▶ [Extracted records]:
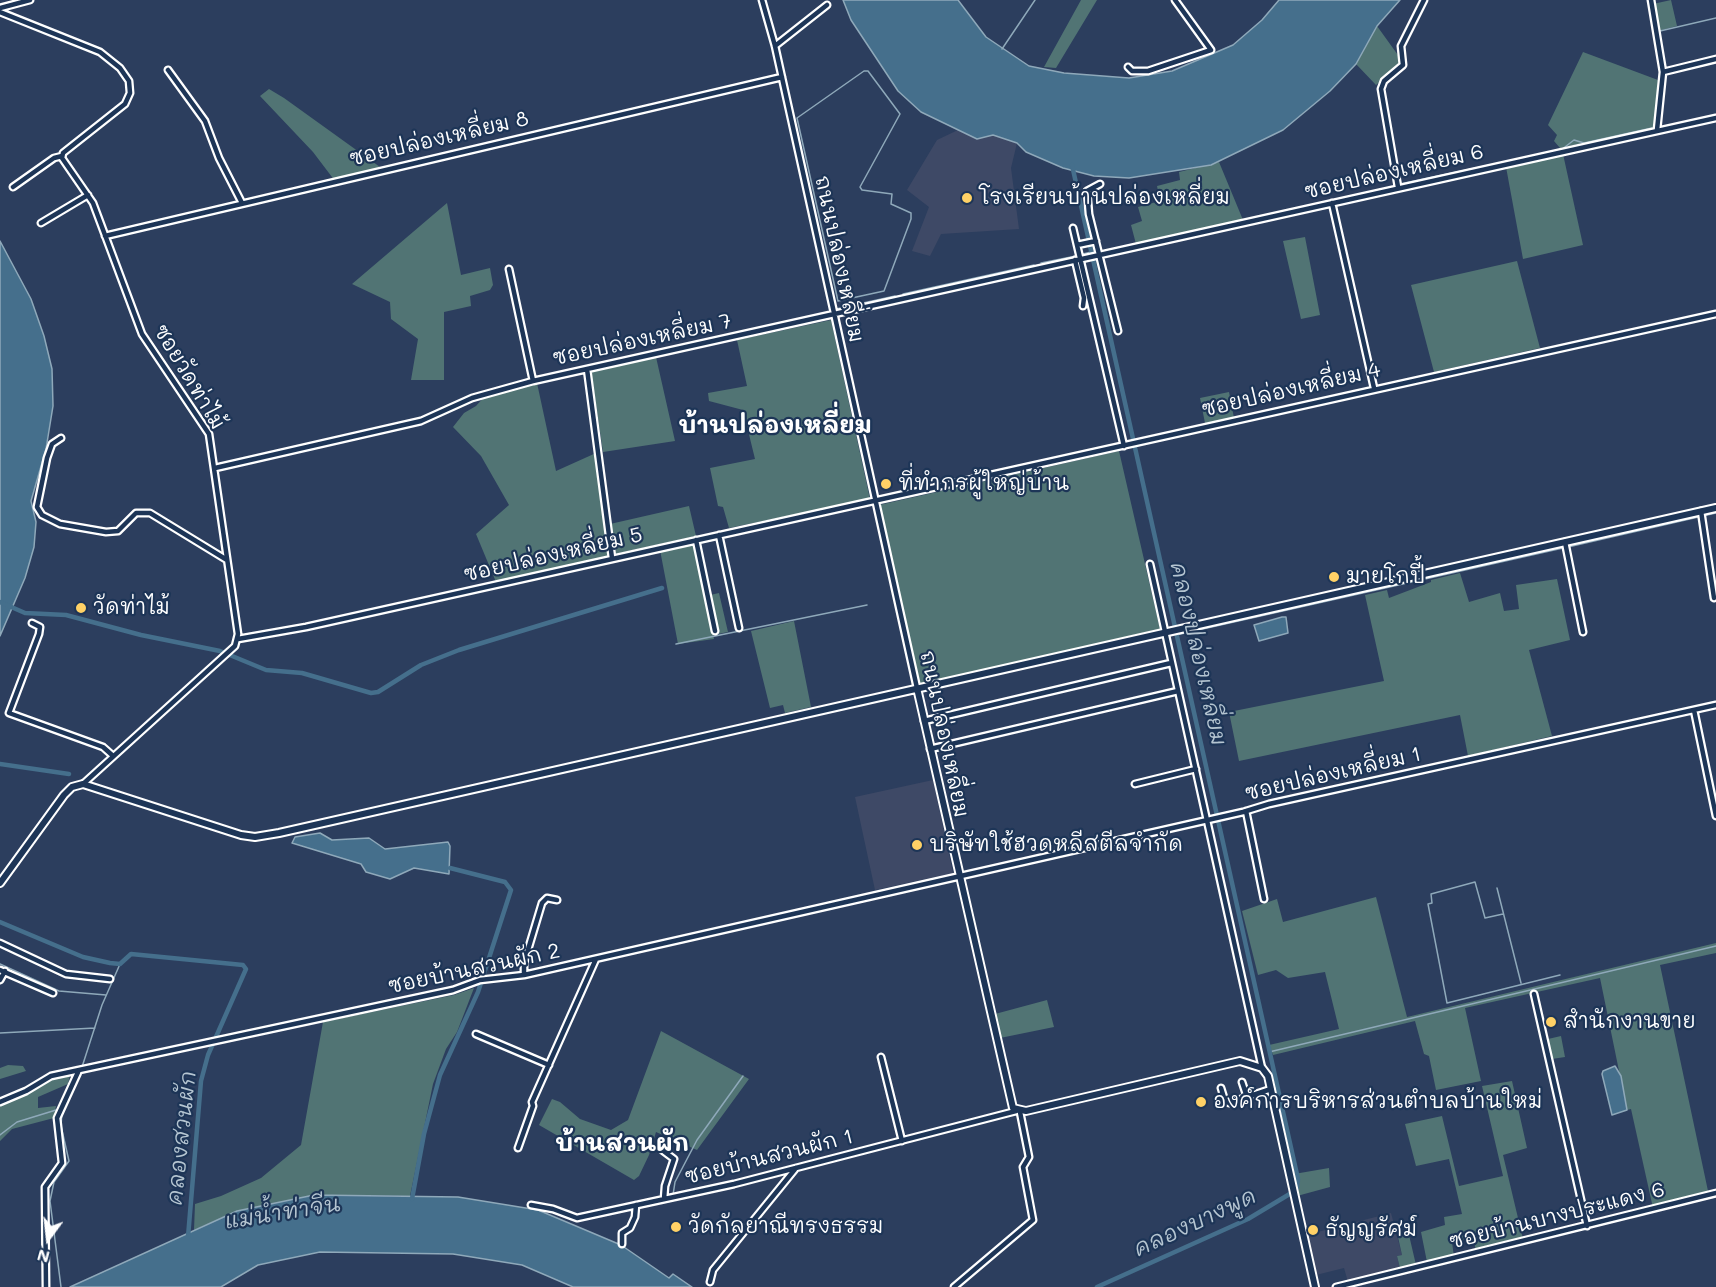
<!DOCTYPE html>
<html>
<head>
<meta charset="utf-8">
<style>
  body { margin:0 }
  #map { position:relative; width:1716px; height:1287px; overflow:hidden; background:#2c3e5e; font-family:Mali,sans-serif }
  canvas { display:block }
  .north { position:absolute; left:18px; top:1209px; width:60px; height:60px; -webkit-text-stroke:4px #1d3557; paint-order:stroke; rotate:195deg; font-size:16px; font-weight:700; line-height:24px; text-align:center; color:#fff }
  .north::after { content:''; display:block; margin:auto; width:21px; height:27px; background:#fff; clip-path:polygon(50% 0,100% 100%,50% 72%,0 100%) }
</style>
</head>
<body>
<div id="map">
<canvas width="1716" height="1287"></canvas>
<div class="north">N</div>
</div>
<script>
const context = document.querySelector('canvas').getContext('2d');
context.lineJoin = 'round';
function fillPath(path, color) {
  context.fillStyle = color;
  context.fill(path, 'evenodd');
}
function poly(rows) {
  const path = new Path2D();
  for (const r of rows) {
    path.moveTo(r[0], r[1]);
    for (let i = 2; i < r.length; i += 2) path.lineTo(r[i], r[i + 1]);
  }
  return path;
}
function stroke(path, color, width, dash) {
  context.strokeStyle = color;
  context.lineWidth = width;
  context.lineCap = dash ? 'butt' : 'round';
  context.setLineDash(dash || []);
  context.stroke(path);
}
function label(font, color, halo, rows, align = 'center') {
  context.font = font + ' Mali,"Playpen Sans Thai",sans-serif';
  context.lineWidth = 4.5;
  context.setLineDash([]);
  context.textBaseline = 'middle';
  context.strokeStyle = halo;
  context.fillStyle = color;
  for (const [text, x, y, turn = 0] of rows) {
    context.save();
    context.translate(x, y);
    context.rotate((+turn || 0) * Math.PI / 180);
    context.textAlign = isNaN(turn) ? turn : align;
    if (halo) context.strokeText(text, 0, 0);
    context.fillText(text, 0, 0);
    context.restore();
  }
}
const built = poly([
  [958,130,977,138,993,135,1017,143,1011,168,1019,229,941,234,930,256,912,251,929,207,907,190,937,140],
  [933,780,953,873,875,890,855,797],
  [1391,1213,1402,1255,1397,1256,1400,1268,1348,1282,1344,1268,1316,1275,1306,1235]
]);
const green = poly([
  [1081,0,1097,0,1056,68,1044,67],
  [1671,0,1677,26,1658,31,1653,4],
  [1377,26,1403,62,1376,85,1356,64],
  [1583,52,1658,80,1654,128,1560,148,1554,141,1557,135,1548,125],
  [269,89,284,98,380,167,335,181,313,152,260,96],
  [1563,154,1583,245,1523,259,1506,167],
  [1219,162,1243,220,1136,244,1131,225,1142,221,1138,207,1160,201,1157,186,1180,180,1179,172],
  [447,203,461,275,490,268,493,285,490,290,470,296,471,306,444,312,444,380,411,380,418,339,391,319,390,302,352,284],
  [1305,237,1320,315,1301,319,1283,241],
  [1517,261,1540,348,1434,372,1411,285],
  [831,320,870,499,729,528,723,507,718,506,710,468,755,459,743,410,709,401,708,393,747,386,737,340],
  [656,357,675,441,603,452,591,371],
  [537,383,556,471,596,453,609,556,496,582,476,534,509,505,481,456,453,427,464,413,476,406,484,397],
  [1229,392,1234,418,1205,423,1200,398],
  [1119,451,1160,629,920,684,879,505],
  [689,506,696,536,615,554,610,524],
  [694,543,714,639,678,644,660,550],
  [1460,573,1469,602,1500,593,1504,611,1519,609,1516,585,1557,579,1570,640,1529,650,1552,736,1468,756,1460,715,1239,761,1229,712,1384,681,1365,595,1387,590,1389,598,1431,582,1431,580],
  [719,593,728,632,718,634,710,595],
  [794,621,811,707,785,713,783,705,770,708,751,631],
  [1376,897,1407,1017,1716,943,1716,953,1660,965,1708,1191,1653,1208,1631,1109,1627,1110,1600,978,1465,1008,1481,1081,1436,1090,1429,1056,1424,1054,1415,1021,1273,1055,1269,1045,1339,1029,1325,972,1288,978,1276,970,1258,975,1242,911,1277,899,1283,922],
  [474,988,457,1032,446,1049,433,1084,410,1196,314,1195,237,1211,194,1230,195,1204,221,1196,261,1178,301,1145,323,1022,454,995],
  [1047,1000,1054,1027,1000,1038,995,1014],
  [661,1031,749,1079,697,1150,656,1132,649,1155,639,1176,634,1180,539,1125,552,1099,560,1102,580,1119,611,1130,628,1120],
  [1561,1036,1565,1057,1552,1059,1548,1039],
  [8,1065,23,1066,26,1071,0,1079,0,1068],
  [70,1075,68,1084,38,1097,38,1108,56,1106,54,1118,12,1129,0,1141,0,1105,22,1096,43,1082],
  [1512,1081,1527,1148,1503,1155,1523,1239,1476,1251,1473,1238,1452,1242,1454,1257,1427,1262,1421,1232,1445,1225,1444,1217,1462,1214,1449,1159,1416,1166,1405,1124,1442,1116,1459,1186,1503,1176,1482,1086],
  [1329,1168,1330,1187,1297,1196,1294,1174],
  [1409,1235,1416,1265,1400,1268,1397,1256,1402,1255,1398,1237]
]);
const water = poly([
  [843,0,958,0,986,37,1029,66,1064,73,1129,78,1172,71,1233,45,1262,20,1279,0,1400,0,1377,26,1356,64,1330,91,1283,130,1211,165,1129,178,1094,176,1063,168,1026,152,1017,143,993,135,977,139,921,112,898,91,851,20,843,0],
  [0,241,31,299,44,336,52,369,53,406,46,449,31,501,36,522,34,547,25,578,0,636,0,241],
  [1282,617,1286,617,1288,633,1259,641,1254,625,1282,617],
  [320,833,332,840,369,838,385,849,448,842,450,846,449,874,414,868,390,879,366,872,361,864,292,843,295,837,320,833],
  [1615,1066,1621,1076,1627,1110,1612,1115,1602,1074,1603,1071,1615,1066],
  [314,1195,458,1197,538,1210,621,1245,669,1278,673,1274,692,1287,573,1287,522,1265,453,1254,320,1252,258,1265,221,1287,70,1287,237,1211,314,1195]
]);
const stream = poly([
  [1660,31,1716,18],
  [1002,49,1035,0],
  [864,71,868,71,900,114,860,187,862,190,892,194,891,204,911,213,911,219,884,291,838,301,797,118,864,71],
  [1400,184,1561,150,1574,140,1584,143,1652,128],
  [1083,254,1091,252],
  [1041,263,1076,256],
  [903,294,1034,265],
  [836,309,895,296],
  [1568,547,1716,513],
  [1176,635,1563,548],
  [676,644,867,605],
  [1497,888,1521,983],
  [1503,914,1485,918,1475,882,1431,894,1432,903,1428,904,1447,1003,1560,975],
  [0,964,59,991,106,995],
  [0,1033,95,1028],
  [1269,1052,1716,946],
  [82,1067,102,1005,120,964],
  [72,1092,78,1077],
  [0,1135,17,1122,56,1110],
  [673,1195,675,1182,697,1140,743,1076],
  [61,1287,50,1201,54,1182,69,1161,61,1126,62,1112]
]);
const canal = poly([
  [1072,165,1298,1179,1297,1188,1293,1192,1248,1219,1097,1287],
  [0,602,25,613,66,615,141,635,220,651,266,670,302,673,371,693,378,692,421,665,459,650,662,588],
  [0,764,69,774],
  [0,922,83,957,110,963,120,964,131,954,243,965,246,969,208,1055,201,1081,188,1237],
  [412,1199,424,1134,440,1075,478,992,511,890,505,882,450,868]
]);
const street = poly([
  [762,0,775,46,917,688],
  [1651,0,1663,72,1657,130],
  [0,8,30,0],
  [0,12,100,52,120,68,129,81,130,93,125,104,63,153,62,158,93,203,142,334,209,434,238,634,235,646,83,784],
  [775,46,827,5],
  [1128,67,1132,71,1148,71,1211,50,1175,0],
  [168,70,205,121,219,158,242,203],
  [1663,72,1716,59],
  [1100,184,1087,191,1089,214,1118,331],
  [13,187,54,158,62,156],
  [1398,187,1381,89,1384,81,1403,65,1401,46,1424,0],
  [1332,203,1374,388],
  [41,223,88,195],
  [1073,228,1124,446],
  [105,236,782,77],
  [1077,245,1096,241],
  [1075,260,1084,298,1083,306],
  [509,269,533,381],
  [587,369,612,558],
  [61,438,52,444,47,458,37,507,42,515,60,524,106,532,118,531,136,513,150,513,227,560],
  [215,468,421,421,472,398,533,381,1716,118],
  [1701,511,1714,598],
  [719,535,739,628],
  [696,540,715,631],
  [1565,542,1583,632],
  [1150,564,1262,1068],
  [32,623,40,627,39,634,9,713,103,747,112,755],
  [238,639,306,627,1716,314],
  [1694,710,1716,816],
  [924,721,1171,663],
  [930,749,1178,691],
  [1135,784,1196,769],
  [1246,811,1264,899],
  [0,943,66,974,110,979],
  [0,970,53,993],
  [524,975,524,963,542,903,547,898,557,900],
  [0,980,5,971],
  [1534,994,1587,1226],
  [476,1034,549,1065],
  [881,1057,902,1141],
  [1242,1082,1247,1097],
  [1221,1088,1225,1101,1229,1103,1271,1089],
  [0,1102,26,1091,51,1076,453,990,480,980,524,975,1243,812,1269,804,1716,705],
  [518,1148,533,1106,532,1102,596,959],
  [662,1150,674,1159,665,1186,664,1199],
  [531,1205,553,1209,577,1218,734,1184,1016,1111],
  [622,1244,622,1233,630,1228,635,1217,636,1205],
  [710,1282,713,1270,796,1168],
  [46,1287,45,1187,62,1163,57,1118,79,1070],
  [954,1287,1033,1220,1023,1167,1029,1157,1020,1112],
  [1336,1287,1716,1193]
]);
const secondary = poly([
  [917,688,1013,1108,1026,1111,1240,1061,1262,1068,1268,1076,1315,1287],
  [0,883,64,795,72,787,83,784,241,835,255,837,279,833,1716,508]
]);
const markers = [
  [967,198,6,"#ffd166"],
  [886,484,6,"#ffd166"],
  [1334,577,6,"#ffd166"],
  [81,608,6,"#ffd166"],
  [917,845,6,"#ffd166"],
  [1551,1022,6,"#ffd166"],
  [1201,1102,6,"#ffd166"],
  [676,1227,6,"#ffd166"],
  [1313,1230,6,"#ffd166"]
];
const streetNames = [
  ["ซอยปล่องเหลี่ยม 8",439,139,-13],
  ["ซอยปล่องเหลี่ยม 6",1394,172,-13],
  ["ถนนปล่องเหลี่ยม",839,259,78],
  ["ซอยปล่องเหลี่ยม 7",642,340,-12],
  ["ซอยวัดท่าไม้",189,377,59],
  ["ซอยปล่องเหลี่ยม 4",1291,390,-13],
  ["ซอยปล่องเหลี่ยม 5",553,555,-13],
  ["ถนนปล่องเหลี่ยม",944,734,78],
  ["ซอยปล่องเหลี่ยม 1",1333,774,-13],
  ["ซอยบ้านสวนผัก 2",474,969,-12],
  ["ซอยบ้านสวนผัก 1",769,1157,-14],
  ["ซอยบ้านบางประแดง 6",1557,1216,-14]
];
const poiNames = [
  ["โรงเรียนบ้านปล่องเหลี่ยม",979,198],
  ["ที่ทำกรผู้ใหญ่บ้าน",898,484],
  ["มายโกปี้",1346,577],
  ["วัดท่าไม้",93,608],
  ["บริษัทใช้ฮวดหลีสตีลจำกัด",929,845],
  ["สำนักงานขาย",1563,1022],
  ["องค์การบริหารส่วนตำบลบ้านใหม่",1213,1102],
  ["วัดกัลยาณีทรงธรรม",688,1227],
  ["ธัญญรัศม์",1325,1230]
];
const waterNames = [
  ["คลองปล่องเหลี่ยม",1198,654,77],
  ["คลองสวนผัก",182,1138,-84],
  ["แม่น้ำท่าจีน",283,1213,-9],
  ["คลองบางพูด",1195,1223,-25]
];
const quarterNames = [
  ["บ้านปล่องเหลี่ยม",775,426],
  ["บ้านสวนผัก",622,1144]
];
fillPath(built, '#3e4966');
fillPath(green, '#517474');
fillPath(water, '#456f8c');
stroke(water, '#8fa9ba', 1.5);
stroke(stream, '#8fa9ba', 1.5);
stroke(canal, '#456f8c', 4.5);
stroke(street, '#fff', 9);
stroke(secondary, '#fff', 10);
stroke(street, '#1d3557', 4.5);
stroke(secondary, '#1d3557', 6);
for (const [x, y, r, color] of markers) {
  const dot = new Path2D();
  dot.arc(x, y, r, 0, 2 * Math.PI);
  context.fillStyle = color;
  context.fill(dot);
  stroke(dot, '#1d3557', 2);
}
label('21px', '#fff', '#1d3557', streetNames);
label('21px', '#fff', '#1d3557', poiNames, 'left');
label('italic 22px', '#b5c5d1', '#1d3557', waterNames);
label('bold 24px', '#fff', '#1d3557', quarterNames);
</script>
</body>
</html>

▶ [Task to complete]:
Find each line in the records that contains the string "canvas", then say how many there are and nothing else.

▶ [Response to the task]:
3